English rugby union player

Nick Abendanon (born 27 August 1986 in Bryanston, South Africa) is a former England international rugby union player. His preferred position was full-back. He has Dutch nationality through his parents.

==Career==
Abendanon started playing during the 2006–07 season, scoring 10 tries in 24 first-team appearances for Bath. A strong tackler, balanced runner and dangerous counter-attacker, he firmly established himself as Bath's first-choice full-back in the post-Matt Perry era.

His form that season earned him a first England cap in South Africa – the country of his birth – in June 2007. He was capped again against France in August 2007, but narrowly missed out on a place in England's 30-man squad for the 2007 Rugby World Cup. However, he did eventually travel to France as cover for the final after an injury to Josh Lewsey.

Some fine performances during the 2008–09 season were rewarded with a call-up for the England Saxons squad for the 2009 Churchill Cup in the United States.

Retaining his place in the squad, Abendanon was part of the England Saxons victory of the 2010 Churchill Cup and his impressive performances resulted in him being named Player of the Tournament.

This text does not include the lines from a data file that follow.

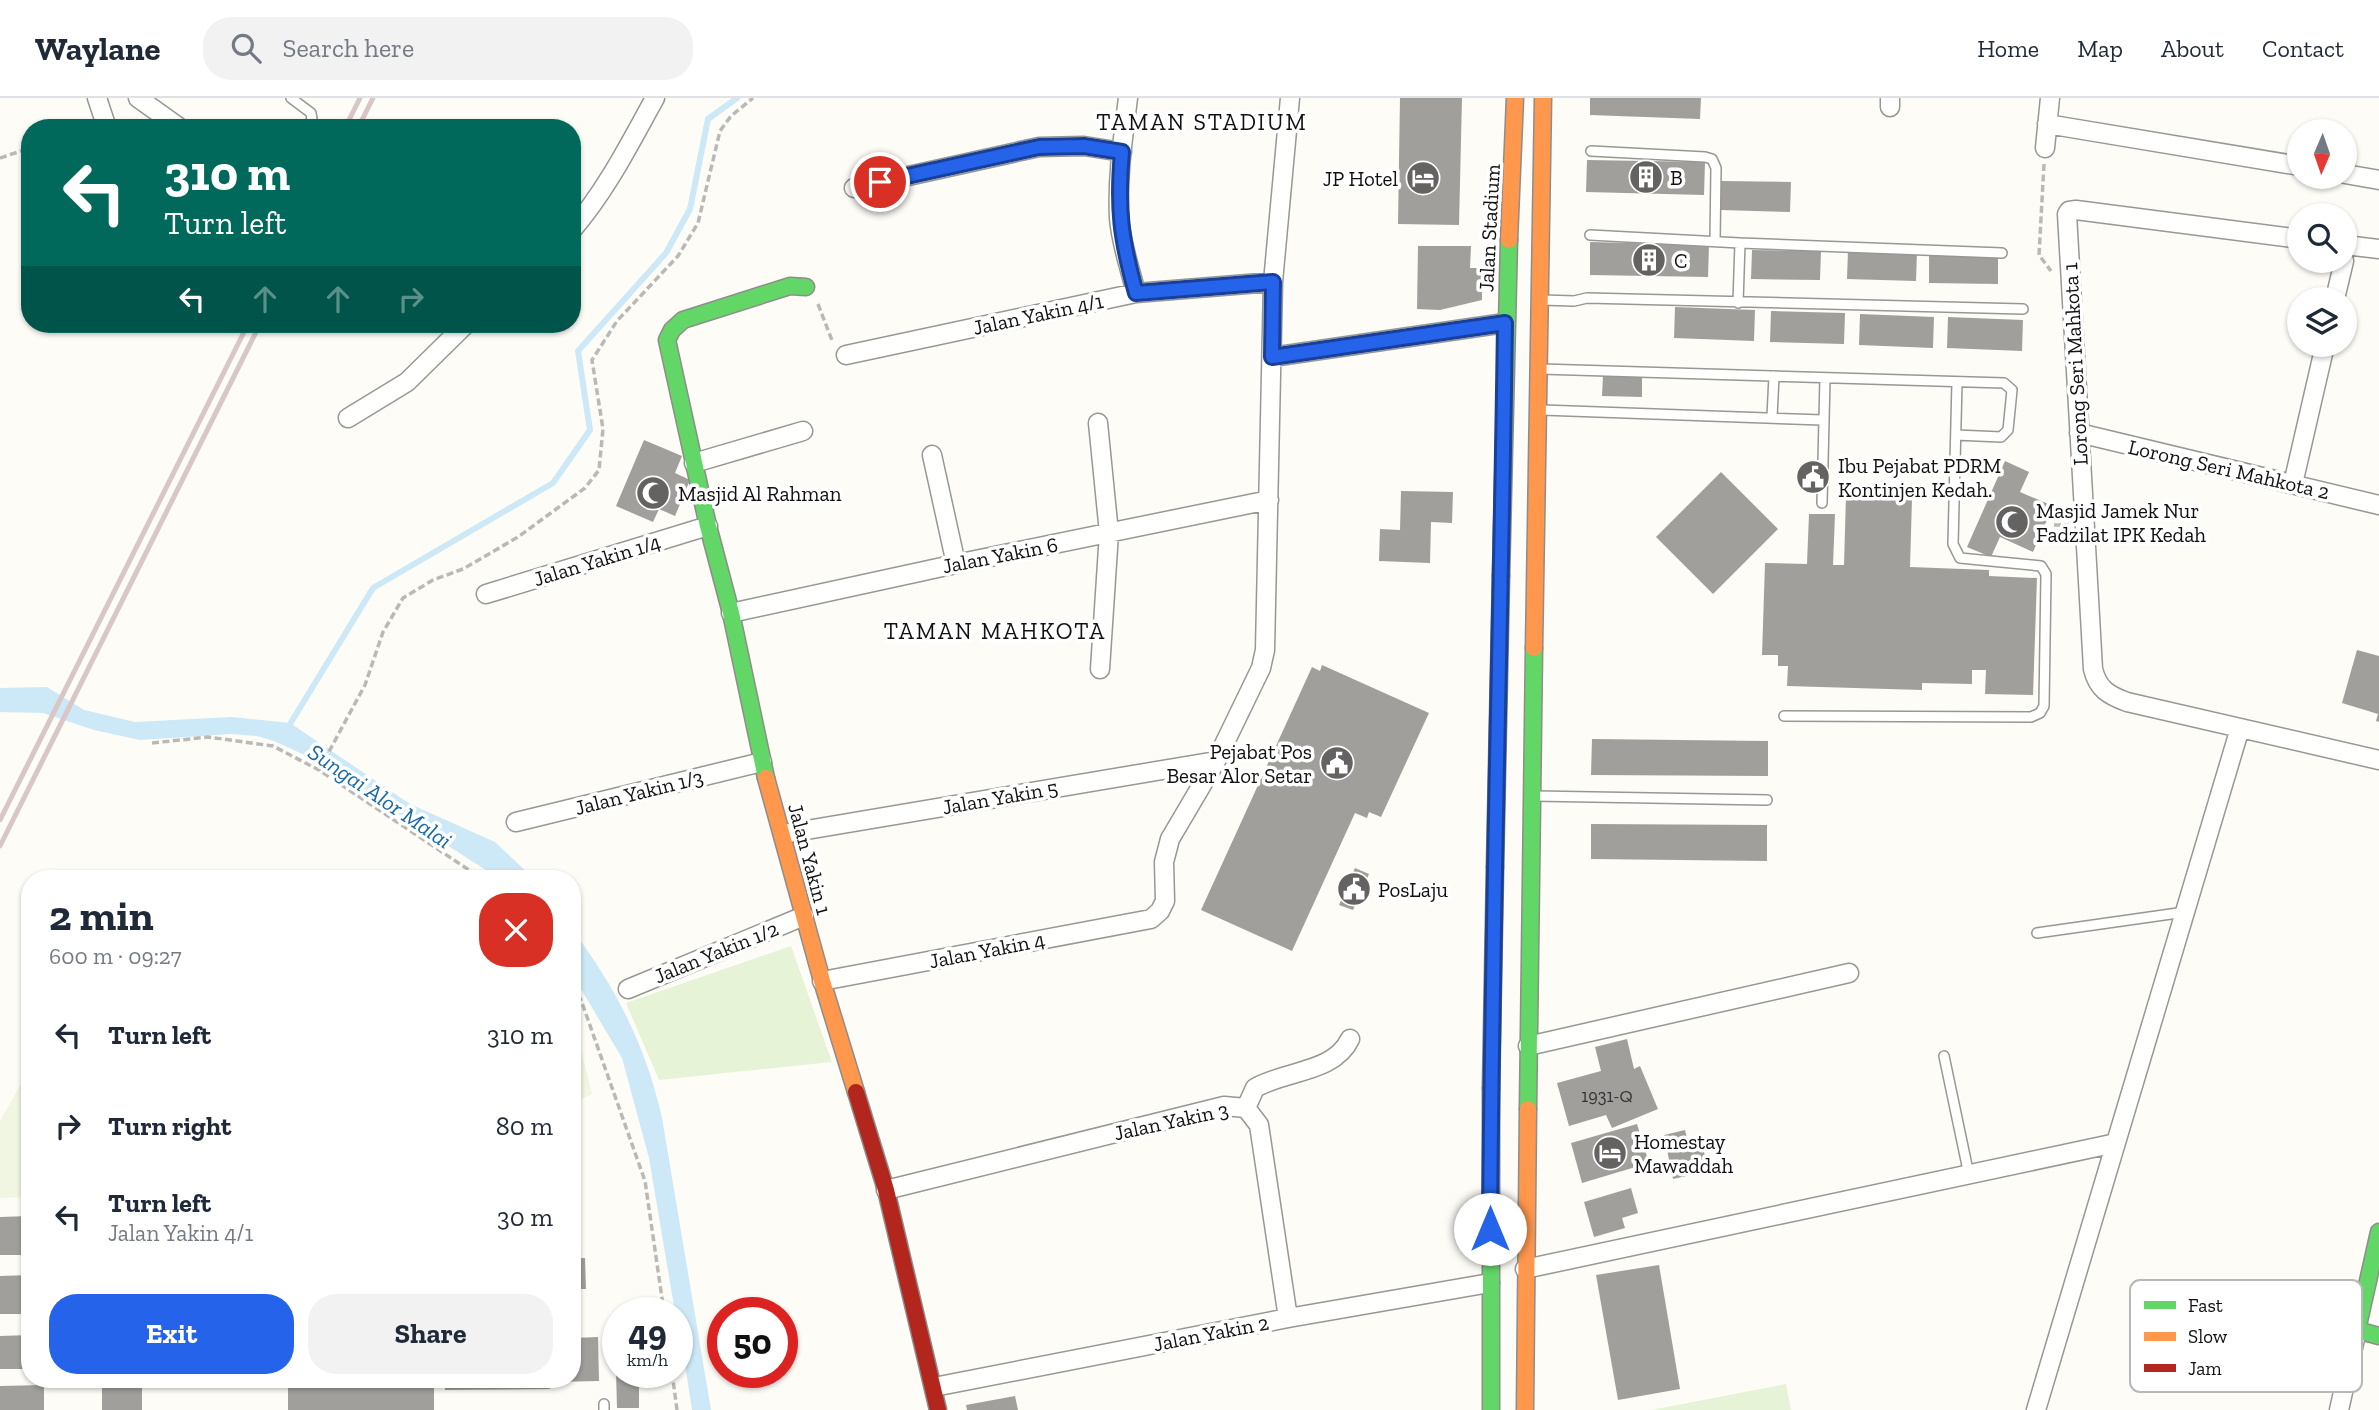 <!DOCTYPE html>
<meta charset="utf-8">
<style>
body{margin:0;font-family:"Zilla Slab",serif;background:#f2f2f3;color:#1f2937;height:100vh;display:flex;flex-direction:column;font-size:26px;white-space:nowrap}
*{box-sizing:border-box;margin:0}
p{font-size:23px;color:#747a83}
.icon{flex:none;width:38px;height:38px;fill:none;stroke:currentColor;stroke-width:2;stroke-linecap:round;stroke-linejoin:round}
.map{position:relative;flex:1;overflow:hidden}
.details{position:absolute;left:21px;top:772px;width:560px;height:518px;display:flex;flex-direction:column;background:#fff;border-radius:28px;box-shadow:0 2px 5px #0004}
.details>*{flex:none}
.hud{position:absolute;left:21px;top:21px;width:560px;height:214px;border-radius:28px;box-shadow:0 2px 5px #0004;background:#00695c;color:#fff;overflow:hidden}
.needle{width:46px;rotate:182deg}
.fabs{position:absolute;left:2287px;top:21px;display:grid;gap:14px}
.fabs a{display:grid;place-items:center;width:70px;height:70px;border-radius:50%;background:#fff;box-shadow:0 2px 5px #0004;font-size:35px}
.speed{position:absolute;left:602px;top:1199px;display:flex;gap:14px;font-size:35px;font-weight:700;text-align:center}
.speed>*{display:grid;place-content:center;width:91px;height:91px;border-radius:50%;background:#fff;box-shadow:0 2px 5px #0004;line-height:1}
.speed small{font-size:18px;font-weight:400}
.speed .limit{border:10px solid #d22;background:#fff;color:#111}
.pin{position:absolute;display:grid;place-items:center;width:60px;height:60px;color:#fff;margin:-30px;border:4px solid #fff;border-radius:50%;box-shadow:0 2px 7px #0007}
.me{position:absolute;width:77px;margin:-38px;rotate:0deg;stroke-linejoin:round;filter:drop-shadow(0 0 5px #0008)}
.turn{display:flex;align-items:center;gap:24px;height:147px;padding:0 28px;font-size:32px}
.turn .icon{width:91px;height:91px;stroke-width:2.5}
.turn b{display:block;font-size:49px;line-height:60px}
.lanes{display:flex;align-items:center;height:66px;padding:0 28px;background:#0003;justify-content:center;gap:35px;direction:ltr}
.lanes .off{opacity:.35}
.round{display:grid;place-items:center;flex:none;width:74px;height:74px;border-radius:28px;background:#f2f2f3}
.overview{display:flex;align-items:center;justify-content:space-between;height:119px;padding:0 28px}
h1{font-size:42px;font-weight:800;line-height:52px}
.action{display:flex;gap:14px;margin-top:auto;padding:14px 28px}
.action a{flex:1;height:80px;border-radius:28px;background:#2563eb;color:#fff;font-size:28px;font-weight:800;line-height:80px;text-align:center}
.action a+a{background:#f2f2f3;color:#1f2937}
ul{padding:0;list-style:none}
li{display:flex;align-items:center;gap:21px;height:91px;padding:0 28px}
li div{flex:1}
li b{display:block;font-size:26px}
li em{font-style:normal}
header{display:flex;align-items:center;gap:42px;box-sizing:border-box;height:98px;padding:0 35px;background:#fff;border-bottom:2px solid #e0e1e3}
header strong{font-size:33px}
nav{display:flex;gap:38px;margin-inline-start:auto;font-size:24px}
.search{width:490px;height:63px;background:#f2f2f3;display:flex;align-items:center;gap:18px;box-sizing:border-box;padding:0 24px;border-radius:28px;color:#747a83;font-size:26px}
.map>svg:first-child{display:block}
</style>
<header>
<strong>Waylane</strong>
<div class="search"><svg class="icon" aria-label="search" viewBox="0 0 24 24"><circle cx="10" cy="10" r="6"/><path d="M15 15l6 6"/></svg>Search here</div>
<nav><a>Home</a><a>Map</a><a>About</a><a>Contact</a></nav>
</header>
<div class="map">
<svg width="2379" height="1312" viewBox="0 0 2379 1312">
<rect width="100%" height="100%" fill="#fdfcf7"/>
<path fill="#e7f3d7" d="M791,848l41,116 -173,18 -33,-77z
M1786,1286l5,26h-140z"/>
<path fill="#f0f6e1" d="M572,914l20,82 -20,10z
M30,970v129l-30,1v-77z"/>
<path fill="#cde8f7" d="M47,589l37,23 51,12 96,-5 59,6 120,81 85,38 38,36h-39l-5,-6 -178,-114 -37,-17 -17,-5 -26,-2 -91,6 -46,-10 -51,-17 -43,-1v-24z
M572,831c44,59 74,117 90,189l49,292h-19l-15,-98h-2l-26,-154 -27,-100 -50,-84z"/>
<g fill="none" stroke-linecap="round" stroke-linejoin="round">
<path stroke="#cde8f7" stroke-width="6" d="M287,631l86,-141 180,-105 37,-53 -12,-79 88,-98 24,-44 18,-90 29,-21"/>
</g>
<path fill="#a19f9c" d="M1400,0h62l-3,127 -61,-1z
M1590,0h111l-1,21 -110,-4z
M1587,62l118,2 -1,33 -118,-3z
M1721,83l70,1 -1,30 -69,-2z
M1590,144l119,3 -1,32 -118,-2z
M1418,148h53l-1,22h12v32l-42,10 -23,-1z
M1752,152l69,1 -1,29 -69,-1z
M1848,152l69,1 -1,30 -69,-2z
M1929,156l69,1v29l-69,-1z
M1675,209l80,3 -1,31 -80,-3z
M1771,213l74,2 -1,31 -74,-2z
M1860,216l74,3 -1,31 -74,-3z
M1948,219l75,3 -1,31 -75,-3z
M1603,277l39,2v20l-40,-1z
M644,342l38,16 -7,17 15,7 -15,36 -16,-7 -6,13 -37,-16z
M2005,363l24,11 -9,20 33,14 -20,46 -33,-15 -9,20 -24,-10z
M1721,374l57,57 -65,65 -57,-57z
M1401,393l52,1 -1,31 -21,-1 -1,41 -51,-2 1,-32 20,1z
M1846,398l66,3 -2,68 79,3v6l48,2 -4,117 -48,-1 1,-24h-14v14l-50,-1v7l-135,-4 1,-20h-10v-11h-16l3,-92 42,1 2,-50h26l-2,51h11z
M2357,552l22,6v66l-3,-1 2,-7 -36,-11z
M1322,567l107,48 -48,104 -12,-5 -2,6 -12,-5 -63,138 -91,-41 111,-243 8,4z
M1592,641l176,2v35l-177,-1z
M1591,726l176,1v36l-176,-2z
M1355,770l14,6 -16,36 -14,-5z
M1627,941l7,30 6,-3 18,43 -46,19 -6,-13 -37,11 -12,-43 44,-12 -6,-24z
M1637,1026l12,39 -67,20 -11,-40z
M1685,1032l5,21 13,-3 6,23 -36,8 -9,-44z
M1631,1090l7,25 -16,5 3,10 -31,9 -10,-35z
M30,1118v39h-30v-38z
M572,1160h13l1,31h-14z
M1659,1167l21,124 -62,11 -22,-125z
M30,1177v39h-30v-38z
M30,1237v34h-30v-33z
M598,1239l1,44 -45,1v-3h18v-41z
M616,1274h23v36h-22z
M102,1281h40v31h-40z
M289,1281h48v2l-48,1z
M445,1281h105v10l-105,1z
M434,1285v27h-146v-25z
M44,1287v25h-44v-24z
M1015,1298l3,14h-51l-1,-5z"/>
<g fill="none" stroke-linecap="round" stroke-linejoin="round">
<g stroke="#979795" stroke-width="12">
<path id="lane" d="M291,0l20,15 1,6 -5,9
M1591,53l114,6 7,2 4,9 -1,73
M1590,137l150,8
M1542,202l32,1 13,-3 436,11
M1738,205l2,-60 262,10
M1541,271l463,14 8,7 -4,40 -7,7 -45,-2
M1542,312l281,10
M1772,319l2,-41
M1822,405l3,-125
M1784,618l247,1 9,-4 4,-7 2,-132 -5,-8 -81,-8 -7,-14 4,-162
M1534,698l233,4
M2037,835l148,-21
M1944,958l25,119
M604,1306v6"/>
</g>
<g stroke="#979795" stroke-width="21">
<path id="street" d="M97,0l10,30
M138,0l42,30
M1128,0c-5,40 -11,80 -9,120 2,26 11,50 17,75
M1890,9v-9
M2047,26l253,42
M2045,50l5,-50
M2345,76l34,6
M854,90l185,-41 45,-1 38,6
M572,132c34,-39 58,-87 83,-132
M2300,141l-224,-29 -7,1 -2,3 26,455c5,20 15,26 34,33l252,58
M2345,147l34,4
M2335,201l9,-38
M846,257l290,-62 137,-11
M1272,259l233,-34
M348,320l59,-36 59,-58
M1098,325l11,110 -9,136
M2079,335l300,72
M932,357l24,109
M694,365l109,-32
M2293,386l32,-139
M486,496l222,-68
M731,515l225,-49 313,-64
M516,724l246,-60
M783,736l433,-73
M822,883l329,-62 9,-8 5,-10 -1,-39 6,-23 46,-78 45,-93 4,-18 8,-368 17,-184
M628,891l176,-73
M1528,948l321,-73
M1246,1010l9,-20c31,-18 79,-15 95,-49
M886,1092l338,-84 22,2 13,17 29,193
M1525,1171l591,-126
M934,1289l354,-69 202,-35
M2036,1312l204,-682
M2339,1312l18,-80"/>
</g>
<g stroke="#8e8d8b" stroke-width="19">
<path id="fast" d="M1501,478l8,-336
M766,680l-35,-165 -23,-87 -41,-186 5,-10 11,-10 107,-34 16,1
M1528,1011l6,-461
M2379,1134l-22,98 22,6
M1491,1312v-322"/>
</g>
<g stroke="#8e8d8b" stroke-width="19">
<path id="slow" d="M1509,142l6,-142
M1534,550l9,-550
M766,680l56,203 34,111
M1495,769l6,-291
M1525,1312l3,-301"/>
</g>
<g stroke="#8e8d8b" stroke-width="19">
<path id="jam" d="M1491,990l4,-221
M856,994l30,98 52,220"/>
</g>
<path stroke="#b9b9b8" stroke-width="3.5" stroke-dasharray="7 3.5" stroke-linecap="butt" d="M0,60l30,-10
M2044,66l-5,91 12,16
M818,206l15,39
M2054,427h15
M152,645l56,-6 65,9 46,24 162,108
M319,672l46,-85 18,-53 20,-34 30,-18 30,-11 55,-32 67,-49 14,-18 4,-41 -11,-69 25,-39 61,-65 20,-33 22,-92 11,-15 22,-18
M572,888l9,14 64,181 19,131
M672,1274l5,38"/>
<use href="#lane" stroke="#fffffe" stroke-width="9"/>
<use href="#street" stroke="#fffffe" stroke-width="18"/>
<use href="#fast" stroke="#63d668" stroke-width="16"/>
<use href="#slow" stroke="#ff974d" stroke-width="16"/>
<use href="#jam" stroke="#b3261e" stroke-width="16"/>
<path stroke="#d9c6c7" stroke-width="5" d="M345,30l15,-30
M358,30l15,-30
M0,722l248,-496
M0,748l260,-522"/>
</g>
<g fill="none" stroke-linecap="round" stroke-linejoin="round">
<g stroke="#184099" stroke-width="18">
<path id="route" d="M880,84l159,-35 45,-1 38,6c-5,57 -1,87 14,141l137,-11 -1,75 233,-34c-4,302 -13,604 -15,906"/>
</g>
<use href="#route" stroke="#2563eb" stroke-width="12"/>
</g>
<defs>
<g id="building-disc" transform="scale(1.75)"><circle r="9.5" fill="#646362" stroke="#fff"/><path d="M-4-6H4V6H1V3H-1V6H-4ZM-2.5-4.3h1.7v1.8h-1.7ZM.8-4.3h1.7v1.8H.8ZM-2.5-1h1.7V.8h-1.7ZM.8-1h1.7V.8H.8Z" fill="#fff"/></g>
<g id="hotel-disc" transform="scale(1.75)"><circle r="9.5" fill="#646362" stroke="#fff"/><path d="M-6-4.5h1.5V1H6V5H4.5V3h-9V5H-6ZM-4 0a1.8 1.8 0 1 1 3.6 0ZM.5 0V-2.5h3Q6-2.5 6 0Z" fill="#fff"/></g>
<g id="civic-disc" transform="scale(1.75)"><circle r="9.5" fill="#646362" stroke="#fff"/><path d="M-.6-6.5H3V-4.5H.6V-3L4-1V1h2V6H-6V1h2V-1L-.6-3ZM-1.2 2.5V6h2.4V2.5Z" fill="#fff"/></g>
<g id="mosque-disc" transform="scale(1.75)"><circle r="9.5" fill="#646362" stroke="#fff"/><path d="M3.5-4.9A6 6 0 1 0 3.5 4.9A5 5 0 1 1 3.5-4.9Z" fill="#fff"/></g>
</defs>
<g fill-rule="evenodd">
<use href="#building-disc" x="1646" y="79"/>
<use href="#hotel-disc" x="1423" y="80"/>
<use href="#building-disc" x="1649" y="162"/>
<use href="#civic-disc" x="1813" y="379"/>
<use href="#mosque-disc" x="653" y="395"/>
<use href="#mosque-disc" x="2012" y="424"/>
<use href="#civic-disc" x="1337" y="665"/>
<use href="#civic-disc" x="1354" y="791"/>
<use href="#hotel-disc" x="1610" y="1055"/>
</g>
<g text-anchor="middle" dominant-baseline="central" stroke-width="7" stroke-linejoin="round" paint-order="stroke">
<g font-size="18" fill="#353434">
<text x="1607" y="998">1931-Q</text>
</g>
<g font-size="21" fill="#111" stroke="#fff" text-anchor="start">
<text x="1670" y="79">B</text>
<text x="1398" y="80" text-anchor="end">JP Hotel</text>
<text x="1674" y="162">C</text>
<text x="1838" y="367">Ibu Pejabat PDRM<tspan x="1838" dy="24">Kontinjen Kedah.</tspan></text>
<text x="678" y="395">Masjid Al Rahman</text>
<text x="2036" y="412">Masjid Jamek Nur<tspan x="2036" dy="24">Fadzilat IPK Kedah</tspan></text>
<text x="1312" y="653" text-anchor="end">Pejabat Pos<tspan x="1312" dy="24">Besar Alor Setar</tspan></text>
<text x="1378" y="791">PosLaju</text>
<text x="1634" y="1043">Homestay<tspan x="1634" dy="24">Mawaddah</tspan></text>
</g>
<g font-size="21" fill="#111" stroke="#fff">
<text transform="translate(1489 130) rotate(-87)">Jalan Stadium</text>
<text transform="translate(1038 216) rotate(-12)">Jalan Yakin 4/1</text>
<text transform="translate(2075 266) rotate(-93)">Lorong Seri Mahkota 1</text>
<text transform="translate(2229 371) rotate(13)">Lorong Seri Mahkota 2</text>
<text transform="translate(1000 457) rotate(-11)">Jalan Yakin 6</text>
<text transform="translate(597 462) rotate(-17)">Jalan Yakin 1/4</text>
<text transform="translate(639 694) rotate(-14)">Jalan Yakin 1/3</text>
<text transform="translate(1000 699) rotate(-10)">Jalan Yakin 5</text>
<text transform="translate(810 761) rotate(75)">Jalan Yakin 1</text>
<text transform="translate(987 852) rotate(-11)">Jalan Yakin 4</text>
<text transform="translate(716 854) rotate(-22)">Jalan Yakin 1/2</text>
<text transform="translate(1171 1023) rotate(-12)">Jalan Yakin 3</text>
<text transform="translate(1211 1235) rotate(-11)">Jalan Yakin 2</text>
</g>
<g font-size="23" letter-spacing="2" fill="#111" stroke="#fff">
<text x="1202" y="24">TAMAN STADIUM</text>
<text x="995" y="533">TAMAN MAHKOTA</text>
</g>
<g font-size="23" font-style="italic" fill="#1768a6" stroke="#fff">
<text transform="translate(380 698) rotate(34)">Sungai Alor Malai</text>
</g>
</g>
<rect x="2130" y="1182" width="232" height="112" rx="10" fill="#fff" stroke="#b8b8b8" stroke-width="2"/>
<rect x="2144" y="1203" width="32" height="8" fill="#63d668"/>
<rect x="2144" y="1234" width="32" height="9" fill="#ff974d"/>
<rect x="2144" y="1266" width="32" height="8" fill="#b3261e"/>
<g font-size="19" fill="#111">
<text x="2188" y="1214">Fast</text>
<text x="2188" y="1245">Slow</text>
<text x="2188" y="1277">Jam</text>
</g>
</svg>
<div class="fabs">
<a><svg class="needle" viewBox="-14 -14 28 28"><path d="M0-13l5 13h-10z" fill="#e53935"/><path d="M0 13l5-13h-10z" fill="#747a83"/></svg></a>
<a><svg class="icon" aria-label="search" viewBox="0 0 24 24"><circle cx="10" cy="10" r="6"/><path d="M15 15l6 6"/></svg></a>
<a><svg class="icon" aria-label="layers" viewBox="0 0 24 24"><path d="M12 4l9 5-9 5-9-5zM3 14l9 5 9-5"/></svg></a>
</div>
<div class="speed"><div>49<small>km/h</small></div><div class="limit">50</div></div>
<div class="pin" style="left:880px;top:84px;background:#d93025"><svg class="icon" aria-label="arrive" viewBox="0 0 24 24"><path d="M6 21V4h12l-3 4 3 4H6"/></svg></div>
<svg class="me" style="left:1490px;top:1131px" viewBox="-20 -20 40 40"><circle r="19" fill="#fff"/><path d="M0-13L10 11 0 6-10 11z" fill="#2563eb"/></svg>
<div class="hud">
<div class="turn"><svg class="icon" aria-label="left" viewBox="0 0 24 24"><path d="M17 20v-9H6M10 6l-5 5 5 5"/></svg><div><b>310 m</b>Turn left</div></div>
<div class="lanes"><svg class="icon" aria-label="left" viewBox="0 0 24 24"><path d="M17 20v-9H6M10 6l-5 5 5 5"/></svg><svg class="icon off" aria-label="ahead" viewBox="0 0 24 24"><path d="M12 20V5M6 11l6-6 6 6"/></svg><svg class="icon off" aria-label="ahead" viewBox="0 0 24 24"><path d="M12 20V5M6 11l6-6 6 6"/></svg><svg class="icon off" aria-label="right" viewBox="0 0 24 24"><path d="M7 20v-9h11M14 6l5 5-5 5"/></svg></div>
</div>
<section class="details">
<div class="overview"><div><h1>2 min</h1><p>600 m · 09:27</p></div><a class="round" style="background:#d93025;color:#fff"><svg class="icon" aria-label="close" viewBox="0 0 24 24"><path d="M6 6l12 12M18 6L6 18"/></svg></a></div>
<ul>
<li><svg class="icon" aria-label="left" viewBox="0 0 24 24"><path d="M17 20v-9H6M10 6l-5 5 5 5"/></svg><div><b>Turn left</b></div><em>310 m</em></li>
<li><svg class="icon" aria-label="right" viewBox="0 0 24 24"><path d="M7 20v-9h11M14 6l5 5-5 5"/></svg><div><b>Turn right</b></div><em>80 m</em></li>
<li><svg class="icon" aria-label="left" viewBox="0 0 24 24"><path d="M17 20v-9H6M10 6l-5 5 5 5"/></svg><div><b>Turn left</b><p>Jalan Yakin 4/1</p></div><em>30 m</em></li>
</ul>
<div class="action"><a>Exit</a><a>Share</a></div>
</section>
</div>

Entering the 2010–11 season Abendanon continued his good form. Although he lost his place for a month to Jack Cuthbert due to a niggling injury which limited him to impact appearances of the bench, Abendanon was promoted to the England Elite squad as replacement for the banned Delon Armitage. This promotion put him in contention to feature during the 2011 Six Nations which some pundits believed he deserved for his improvement over the previous year.

After eight years with Bath, on 3 February 2014, Abendanon signed for French giants Clermont Auvergne, playing in the Top 14 from the 2014–15 season. On 12 June 2020, Abendanon joined Pro D2 outfit Vannes on a two-year deal from the 2020–21 season.